I built a story engine, and very quickly had ideas for three or four self-contained stories (which means the engine works, I think). I then got sidetracked by
The Amelia File, but continued rolling
Flying Cars around in my head during idle moments. During one such moment, something slightly disturbing occurred to me: the concepts powering the stories were big -- HUGE, in fact. Quite possibly too big, for what I had conceived of as a series of fairly intimate character-based pieces.
This concern led me to take another look at Ellis and Templesmith's
Fell, which I have already analyzed (and enjoyed) to death. (Issue #7 came out the day we went to a Barenaked Ladies concert, and my girlfriend and I read it before the show started, earning many puzzled looks from passers by.)
Fell is a bit deceptive in that at first glance it seems to be about the small, almost the way modern literary fiction tends to be. I think it may actually be a limited omniscient book -- do we ever pull away from Richard Fell and his unique perspective on Snowtown? (Maybe in the beginning of the interrogation issue -- remind me to check that out later.)
Fell is small and intimate, its concerns immediate, but a lot of the ideas themselves are quite big -- in fact, this filtering down of big ideas into tiny, relevant shapes may be an integral part of what makes the book work so well.
I went right to the source and asked Warren about this directly, since he is currently running one of his
Mass Interrogation Threads where he answers questions about pretty much anything.
I said:
Warren;The ideas in Fell always seem to come in their smallest, most intimate forms -- larger socio-economic movements expressed through the old lady who gives guns away from her shop, for instance, or the very Snowtown-specific effects of the military drugs (as opposed to Fell, say, taking on the military or something, which would just feel wrong).I suppose I'm juxtaposing this with Casanova, where intimate experiences (like a day trip with friends) are turned into something larger (the way, maybe, a song like Norwegian Wood takes a specific personal experience and finds a way to have it open into something more universal).
When constructing Fell, was the idea of keeping things small, intimate, and immediate a formal part of the story engine, or did it just naturally evolve?Warren replied:
Yeah. Everything, everything has to be focused down to local effect.Which makes good sense to me, now that I think about it. I think this is just the way in which Flying Cars wants to work itself out, too. (And yes, I'm comfortable doing something Warren Ellis has already done -- he's already done
everything anyway.)
Except.
I think I need the stories in
Flying Cars to open back up again in the end.
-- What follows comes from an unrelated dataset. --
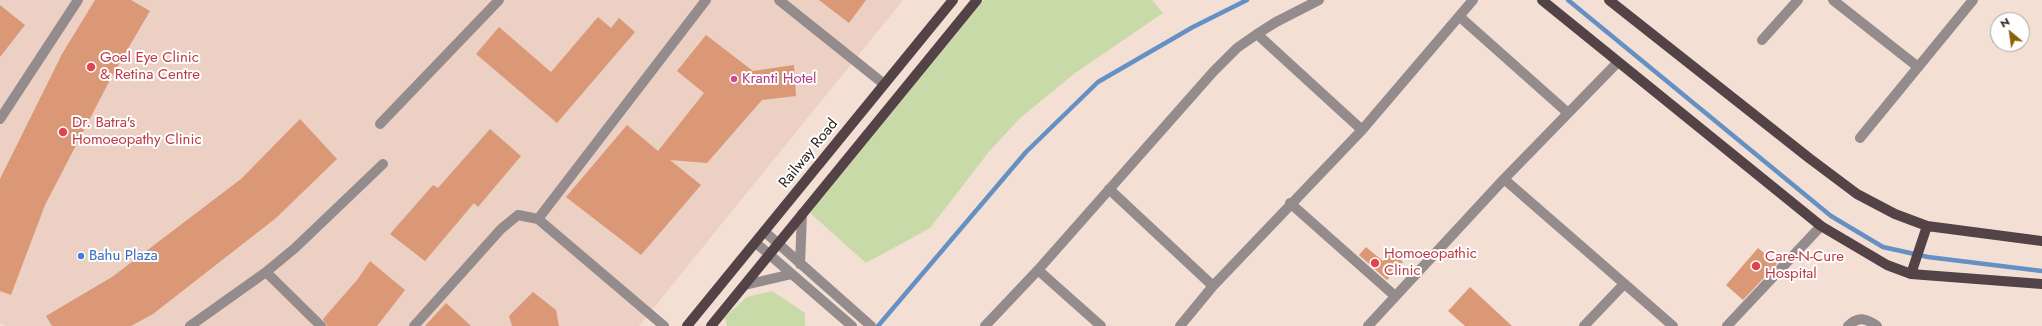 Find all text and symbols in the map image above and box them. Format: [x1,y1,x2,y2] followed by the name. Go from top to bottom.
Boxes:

The character I've come up with is trying to go the other way -- to find the mind-blowing WTF hidden at the center of the safe, bland ST: TNG future she lives in. But the stories themselves -- and her world, I suppose -- resist this. I imagine my character will fail to get the results she wants most of the time, but if there is even just a moment where she glimpses the wondrous possibilities…
Probably needs to roll around in my head a bit more.